Sports cheating
Posted: Sun May 09, 2021 6:24 pm
I'm not a great horse racing guy but it's kind of mandatory here in Louisville. So I watched the Kentucky Derby (I even call it the DURR-bee and not the DAR-bee) last weekend and enjoyed Medina Spirit's win. Seemed like a brave horse that would not give up.
I see that he has failed a drugs test with 21 nanograms/L of betamethasone in his blood. That's not a lot but well above the detection limit of the test and certainly in the physiological effects range. Mistakes happen in testing labs (ask me how I know: I can talk about it for hours) so of course there will be a B sample, just as there is for Olympic athletes.
I didn't know - because I don't follow the sport closely - that trainer Bob Baffert's horses have failed drugs tests 29 times in the last 40 years.. He is clearly the Lance Armstrong of horse racing; and owners who deal with him in order to make a winning horse which will be worth $$$$$$$$$$ at stud are equally complicit.
Taking the Armstrong analogy: obviously, without the drugs, he was an amazing athlete and I'm sure he could have made a decent living as a team rider. But after the Oprah interview I wanted him impoverished and living on the streets. He had cheated all of us. In the same way I want to know why this perennial cheating trainer is allowed to live in luxury.
Horse racing has a long tradition or regulations that if the bookies pay out and then the winner is DQed, anyone who had the second horse gets nothing. I think it's the same in Europe. That's why, if there is an incident on the track where one horse appears to interfere with another, nothing is paid out until the stewards have had a chance to look at the tape and decide if it was substantive and the places should be changed. Obviously those who bet on the winner on the day are not going to hand that money back, and clearly the bookies should not have to pay out twice for the transgressions of the trainer. But I'd like to see a system here whereby the trainer has to pay out to all those with tickets for Mandaloun (second place on the day) from his pocket.
I think that bike racing has more or less recovered from the days when they were all doing it. (But there are still big clouds hanging over the Sky teams.) Baseball has (I think) come out of the MacGuire/Bonds steroid era. Or maybe they are just smarter. I hope that horse racing can come out of this. Obviously it is big business around here so it's economically important - industry sources say there are 60,000 jobs and $6.5 billion in annual impact locally.
I see that he has failed a drugs test with 21 nanograms/L of betamethasone in his blood. That's not a lot but well above the detection limit of the test and certainly in the physiological effects range. Mistakes happen in testing labs (ask me how I know: I can talk about it for hours) so of course there will be a B sample, just as there is for Olympic athletes.
I didn't know - because I don't follow the sport closely - that trainer Bob Baffert's horses have failed drugs tests 29 times in the last 40 years.. He is clearly the Lance Armstrong of horse racing; and owners who deal with him in order to make a winning horse which will be worth $$$$$$$$$$ at stud are equally complicit.
Taking the Armstrong analogy: obviously, without the drugs, he was an amazing athlete and I'm sure he could have made a decent living as a team rider. But after the Oprah interview I wanted him impoverished and living on the streets. He had cheated all of us. In the same way I want to know why this perennial cheating trainer is allowed to live in luxury.
Horse racing has a long tradition or regulations that if the bookies pay out and then the winner is DQed, anyone who had the second horse gets nothing. I think it's the same in Europe.

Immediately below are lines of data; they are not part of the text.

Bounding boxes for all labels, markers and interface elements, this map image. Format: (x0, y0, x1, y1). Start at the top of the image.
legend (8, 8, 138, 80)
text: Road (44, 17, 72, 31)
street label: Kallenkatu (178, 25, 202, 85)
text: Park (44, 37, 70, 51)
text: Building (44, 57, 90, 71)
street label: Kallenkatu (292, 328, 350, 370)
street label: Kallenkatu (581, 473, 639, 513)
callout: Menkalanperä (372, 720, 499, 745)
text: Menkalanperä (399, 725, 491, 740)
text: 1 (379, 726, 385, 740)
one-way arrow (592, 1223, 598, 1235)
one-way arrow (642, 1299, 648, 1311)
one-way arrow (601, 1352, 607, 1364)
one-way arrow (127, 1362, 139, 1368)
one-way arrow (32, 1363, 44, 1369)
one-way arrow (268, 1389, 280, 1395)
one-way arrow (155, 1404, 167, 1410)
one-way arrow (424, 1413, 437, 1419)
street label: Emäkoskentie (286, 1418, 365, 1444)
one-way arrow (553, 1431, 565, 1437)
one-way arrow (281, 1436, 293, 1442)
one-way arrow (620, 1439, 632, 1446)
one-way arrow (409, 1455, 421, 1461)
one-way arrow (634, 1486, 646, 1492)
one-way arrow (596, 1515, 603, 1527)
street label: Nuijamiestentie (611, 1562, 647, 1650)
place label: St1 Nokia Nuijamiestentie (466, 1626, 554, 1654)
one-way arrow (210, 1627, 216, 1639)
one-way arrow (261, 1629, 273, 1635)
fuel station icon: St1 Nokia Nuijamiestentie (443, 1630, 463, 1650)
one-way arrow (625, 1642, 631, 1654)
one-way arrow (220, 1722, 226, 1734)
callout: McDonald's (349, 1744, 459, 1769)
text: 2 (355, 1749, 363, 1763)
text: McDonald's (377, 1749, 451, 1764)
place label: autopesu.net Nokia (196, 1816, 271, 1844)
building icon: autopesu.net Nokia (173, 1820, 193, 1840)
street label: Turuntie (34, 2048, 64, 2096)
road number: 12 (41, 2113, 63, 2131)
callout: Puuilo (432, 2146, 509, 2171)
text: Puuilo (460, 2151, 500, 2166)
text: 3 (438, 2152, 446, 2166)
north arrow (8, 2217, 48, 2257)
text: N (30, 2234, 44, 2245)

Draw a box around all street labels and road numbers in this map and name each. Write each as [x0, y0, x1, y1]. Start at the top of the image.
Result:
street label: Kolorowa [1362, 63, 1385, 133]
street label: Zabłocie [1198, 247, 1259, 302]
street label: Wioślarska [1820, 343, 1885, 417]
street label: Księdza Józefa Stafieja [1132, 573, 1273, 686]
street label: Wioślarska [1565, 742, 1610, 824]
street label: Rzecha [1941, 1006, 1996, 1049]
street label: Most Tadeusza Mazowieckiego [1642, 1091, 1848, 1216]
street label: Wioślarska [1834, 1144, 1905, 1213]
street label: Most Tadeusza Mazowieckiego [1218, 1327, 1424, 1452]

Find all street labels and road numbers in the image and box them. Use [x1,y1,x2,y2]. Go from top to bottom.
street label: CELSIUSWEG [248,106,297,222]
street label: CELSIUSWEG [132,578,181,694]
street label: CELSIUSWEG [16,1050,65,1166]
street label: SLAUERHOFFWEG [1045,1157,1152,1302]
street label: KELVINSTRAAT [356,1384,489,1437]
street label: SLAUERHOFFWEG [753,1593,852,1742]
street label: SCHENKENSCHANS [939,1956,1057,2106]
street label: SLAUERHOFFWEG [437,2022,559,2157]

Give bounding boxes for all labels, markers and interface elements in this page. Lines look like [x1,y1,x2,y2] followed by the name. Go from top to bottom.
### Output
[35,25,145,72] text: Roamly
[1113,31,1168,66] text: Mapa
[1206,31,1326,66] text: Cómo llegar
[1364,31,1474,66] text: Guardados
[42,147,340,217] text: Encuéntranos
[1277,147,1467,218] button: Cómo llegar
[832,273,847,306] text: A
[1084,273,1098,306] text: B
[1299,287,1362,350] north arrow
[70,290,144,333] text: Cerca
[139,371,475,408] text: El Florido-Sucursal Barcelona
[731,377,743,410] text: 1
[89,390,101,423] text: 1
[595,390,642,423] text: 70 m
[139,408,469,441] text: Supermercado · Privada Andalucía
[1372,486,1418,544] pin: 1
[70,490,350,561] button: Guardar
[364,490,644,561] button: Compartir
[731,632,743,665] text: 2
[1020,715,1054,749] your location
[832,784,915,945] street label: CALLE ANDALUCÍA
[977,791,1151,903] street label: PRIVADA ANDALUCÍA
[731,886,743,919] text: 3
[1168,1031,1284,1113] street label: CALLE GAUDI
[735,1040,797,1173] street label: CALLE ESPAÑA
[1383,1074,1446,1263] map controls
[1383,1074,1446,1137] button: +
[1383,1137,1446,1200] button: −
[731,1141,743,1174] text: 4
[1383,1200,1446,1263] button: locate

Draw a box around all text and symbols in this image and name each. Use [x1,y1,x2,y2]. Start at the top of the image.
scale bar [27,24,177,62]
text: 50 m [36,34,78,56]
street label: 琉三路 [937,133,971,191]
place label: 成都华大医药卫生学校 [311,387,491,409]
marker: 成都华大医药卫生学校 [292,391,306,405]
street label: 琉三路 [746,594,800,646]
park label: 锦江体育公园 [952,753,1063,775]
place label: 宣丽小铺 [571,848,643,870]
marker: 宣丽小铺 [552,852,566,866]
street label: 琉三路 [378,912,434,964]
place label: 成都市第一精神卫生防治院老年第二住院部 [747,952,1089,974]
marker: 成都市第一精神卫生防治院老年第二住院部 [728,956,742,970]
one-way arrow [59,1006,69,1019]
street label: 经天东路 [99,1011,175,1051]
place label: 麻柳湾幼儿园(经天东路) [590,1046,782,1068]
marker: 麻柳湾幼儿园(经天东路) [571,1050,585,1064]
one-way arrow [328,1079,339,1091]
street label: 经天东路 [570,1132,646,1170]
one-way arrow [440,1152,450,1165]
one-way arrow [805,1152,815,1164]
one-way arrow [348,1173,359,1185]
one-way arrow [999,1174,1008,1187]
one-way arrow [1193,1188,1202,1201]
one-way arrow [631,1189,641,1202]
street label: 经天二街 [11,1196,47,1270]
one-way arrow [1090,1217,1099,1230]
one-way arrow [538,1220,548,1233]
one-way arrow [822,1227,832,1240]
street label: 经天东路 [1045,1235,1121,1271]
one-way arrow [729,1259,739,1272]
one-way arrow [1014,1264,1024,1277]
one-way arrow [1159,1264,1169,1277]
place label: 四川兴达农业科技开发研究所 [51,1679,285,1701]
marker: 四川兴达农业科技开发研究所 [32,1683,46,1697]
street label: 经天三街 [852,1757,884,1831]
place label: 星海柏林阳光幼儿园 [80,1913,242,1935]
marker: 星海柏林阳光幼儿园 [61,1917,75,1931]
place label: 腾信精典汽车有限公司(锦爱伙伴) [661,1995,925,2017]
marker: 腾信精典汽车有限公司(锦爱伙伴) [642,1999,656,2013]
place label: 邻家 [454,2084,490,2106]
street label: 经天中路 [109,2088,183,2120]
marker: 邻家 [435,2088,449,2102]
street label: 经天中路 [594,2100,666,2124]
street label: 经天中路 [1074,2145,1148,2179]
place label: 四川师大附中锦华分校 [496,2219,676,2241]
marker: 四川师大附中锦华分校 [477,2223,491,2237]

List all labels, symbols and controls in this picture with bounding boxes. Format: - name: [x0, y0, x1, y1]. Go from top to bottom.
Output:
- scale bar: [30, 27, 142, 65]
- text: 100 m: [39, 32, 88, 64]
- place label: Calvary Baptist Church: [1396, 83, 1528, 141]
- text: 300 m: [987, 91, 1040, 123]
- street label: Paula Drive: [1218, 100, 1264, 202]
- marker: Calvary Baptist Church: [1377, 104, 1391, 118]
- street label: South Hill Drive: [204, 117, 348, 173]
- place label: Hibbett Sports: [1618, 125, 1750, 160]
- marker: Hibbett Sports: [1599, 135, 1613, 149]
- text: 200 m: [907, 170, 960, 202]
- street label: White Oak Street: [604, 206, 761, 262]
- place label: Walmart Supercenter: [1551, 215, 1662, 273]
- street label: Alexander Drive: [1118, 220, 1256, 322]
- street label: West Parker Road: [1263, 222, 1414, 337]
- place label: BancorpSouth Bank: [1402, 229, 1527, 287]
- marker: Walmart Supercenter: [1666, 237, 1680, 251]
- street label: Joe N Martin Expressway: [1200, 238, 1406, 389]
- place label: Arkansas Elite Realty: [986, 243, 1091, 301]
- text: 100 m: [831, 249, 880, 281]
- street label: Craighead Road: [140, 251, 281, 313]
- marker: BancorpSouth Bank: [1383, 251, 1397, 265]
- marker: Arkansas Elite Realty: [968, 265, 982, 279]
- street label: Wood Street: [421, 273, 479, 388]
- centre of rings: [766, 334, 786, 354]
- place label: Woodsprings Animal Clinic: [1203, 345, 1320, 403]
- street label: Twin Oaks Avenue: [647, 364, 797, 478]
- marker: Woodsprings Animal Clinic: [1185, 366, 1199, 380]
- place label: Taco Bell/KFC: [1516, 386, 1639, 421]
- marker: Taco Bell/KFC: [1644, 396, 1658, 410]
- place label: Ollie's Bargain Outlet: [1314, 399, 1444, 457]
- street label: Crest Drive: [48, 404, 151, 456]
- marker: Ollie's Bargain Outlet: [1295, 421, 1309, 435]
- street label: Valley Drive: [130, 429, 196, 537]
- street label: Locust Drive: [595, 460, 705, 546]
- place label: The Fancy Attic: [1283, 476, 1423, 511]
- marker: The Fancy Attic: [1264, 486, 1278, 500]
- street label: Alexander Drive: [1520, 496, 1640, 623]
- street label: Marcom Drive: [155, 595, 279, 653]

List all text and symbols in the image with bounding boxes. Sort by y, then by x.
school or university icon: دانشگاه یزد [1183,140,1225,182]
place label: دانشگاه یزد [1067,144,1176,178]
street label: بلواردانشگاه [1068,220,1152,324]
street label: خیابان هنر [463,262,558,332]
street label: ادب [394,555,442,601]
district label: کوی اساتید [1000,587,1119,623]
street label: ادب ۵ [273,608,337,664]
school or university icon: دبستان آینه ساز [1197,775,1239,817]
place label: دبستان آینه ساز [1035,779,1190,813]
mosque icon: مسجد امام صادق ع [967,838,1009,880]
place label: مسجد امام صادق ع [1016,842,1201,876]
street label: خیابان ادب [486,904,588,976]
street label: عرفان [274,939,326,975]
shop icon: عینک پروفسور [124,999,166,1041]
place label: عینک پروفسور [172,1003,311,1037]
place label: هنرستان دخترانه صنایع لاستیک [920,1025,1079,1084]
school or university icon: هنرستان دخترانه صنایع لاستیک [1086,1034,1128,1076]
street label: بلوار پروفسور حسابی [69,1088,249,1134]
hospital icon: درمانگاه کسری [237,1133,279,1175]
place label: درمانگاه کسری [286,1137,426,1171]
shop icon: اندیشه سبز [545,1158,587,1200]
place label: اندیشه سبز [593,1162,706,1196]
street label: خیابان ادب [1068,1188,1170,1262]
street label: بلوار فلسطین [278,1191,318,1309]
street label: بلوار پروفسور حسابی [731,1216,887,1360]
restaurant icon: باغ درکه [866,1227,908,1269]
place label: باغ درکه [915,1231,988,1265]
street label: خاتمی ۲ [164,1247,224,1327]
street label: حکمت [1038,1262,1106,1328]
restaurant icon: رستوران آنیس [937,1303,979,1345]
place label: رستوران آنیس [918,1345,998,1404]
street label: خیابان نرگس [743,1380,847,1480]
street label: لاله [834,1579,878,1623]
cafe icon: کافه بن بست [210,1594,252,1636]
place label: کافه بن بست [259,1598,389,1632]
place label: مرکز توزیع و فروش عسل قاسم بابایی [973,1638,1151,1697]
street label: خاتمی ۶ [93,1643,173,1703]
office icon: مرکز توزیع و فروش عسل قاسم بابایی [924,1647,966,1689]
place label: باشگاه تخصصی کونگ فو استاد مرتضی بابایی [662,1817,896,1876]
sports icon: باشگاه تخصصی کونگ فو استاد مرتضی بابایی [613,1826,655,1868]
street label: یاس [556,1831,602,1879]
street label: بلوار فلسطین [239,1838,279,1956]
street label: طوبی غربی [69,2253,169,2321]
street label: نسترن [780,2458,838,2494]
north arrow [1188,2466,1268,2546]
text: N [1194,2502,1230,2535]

That's why, if there is an incident on the track where one horse appears to interfere with another, nothing is paid out until the stewards have had a chance to look at the tape and decide if it was substantive and the places should be changed. Obviously those who bet on the winner on the day are not going to hand that money back, and clearly the bookies should not have to pay out twice for the transgressions of the trainer. But I'd like to see a system here whereby the trainer has to pay out to all those with tickets for Mandaloun (second place on the day) from his pocket.
I think that bike racing has more or less recovered from the days when they were all doing it. (But there are still big clouds hanging over the Sky teams.) Baseball has (I think) come out of the MacGuire/Bonds steroid era. Or maybe they are just smarter. I hope that horse racing can come out of this. Obviously it is big business around here so it's economically important - industry sources say there are 60,000 jobs and $6.5 billion in annual impact locally.